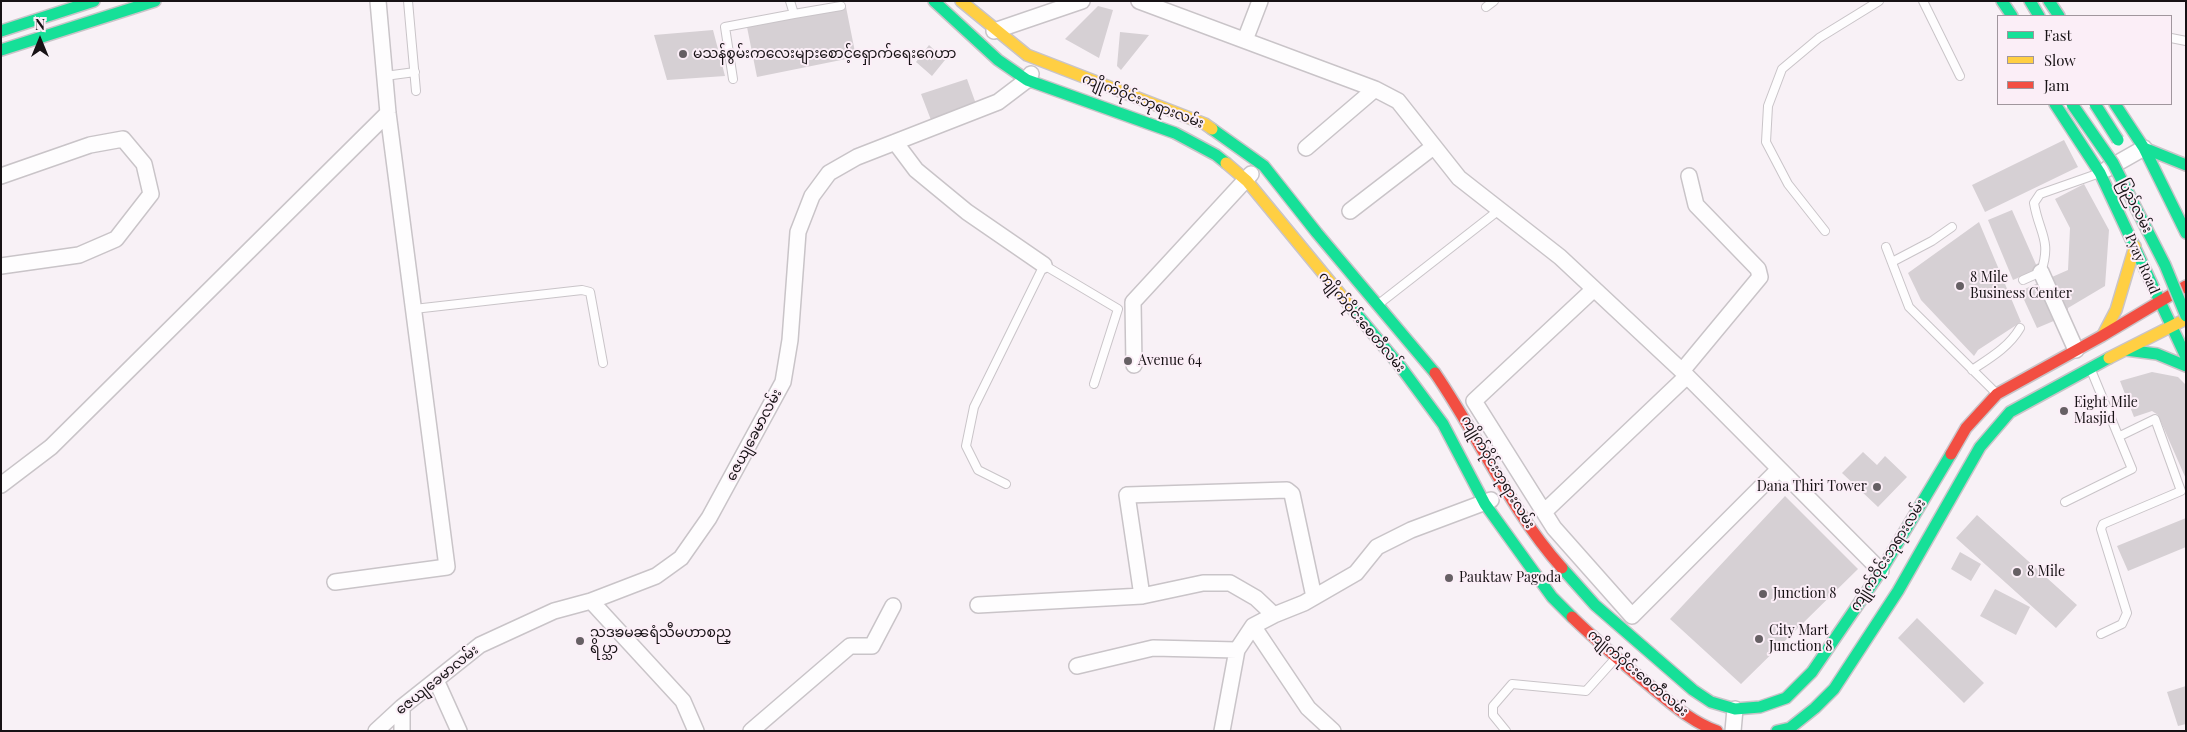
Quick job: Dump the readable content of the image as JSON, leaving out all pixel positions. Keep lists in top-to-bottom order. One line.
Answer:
{"streets":{"main road":["ကျိုက်ဝိုင်းဘုရားလမ်း","ပြည်လမ်း","Pyay Road","ကျိုက်ဝိုင်းစေတီလမ်း"],"street":["ဇေယျခေမာလမ်း"]},"crossings":[["ပြည်လမ်း","Pyay Road"],["ကျိုက်ဝိုင်းစေတီလမ်း","ဇေယျခေမာလမ်း"]],"places":["မသန်စွမ်းကလေးများစောင့်ရှောက်ရေးဂေဟာ","8 Mile Business Center","Avenue 64","Eight Mile Masjid","Dana Thiri Tower","8 Mile","Pauktaw Pagoda","Junction 8","City Mart Junction 8","သဒၶမၼရံသီမဟာစည္ ရိပ္သာ"],"legend":["Fast","Slow","Jam"],"north":"top"}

WORK TO COMPLETE:
What you output must match the data exactly, apart from the pictures, which are left out.

ANSWER FOR THE TASK:
Quick job: Dump the readable content of the image as JSON, leaving out all pixel positions. Keep lists in top-to-bottom order. One line.
Answer:
{"streets":{"main road":["ကျိုက်ဝိုင်းဘုရားလမ်း","ပြည်လမ်း","Pyay Road","ကျိုက်ဝိုင်းစေတီလမ်း"],"street":["ဇေယျခေမာလမ်း"]},"crossings":[["ပြည်လမ်း","Pyay Road"],["ကျိုက်ဝိုင်းစေတီလမ်း","ဇေယျခေမာလမ်း"]],"places":["မသန်စွမ်းကလေးများစောင့်ရှောက်ရေးဂေဟာ","8 Mile Business Center","Avenue 64","Eight Mile Masjid","Dana Thiri Tower","8 Mile","Pauktaw Pagoda","Junction 8","City Mart Junction 8","သဒၶမၼရံသီမဟာစည္ ရိပ္သာ"],"legend":["Fast","Slow","Jam"],"north":"top"}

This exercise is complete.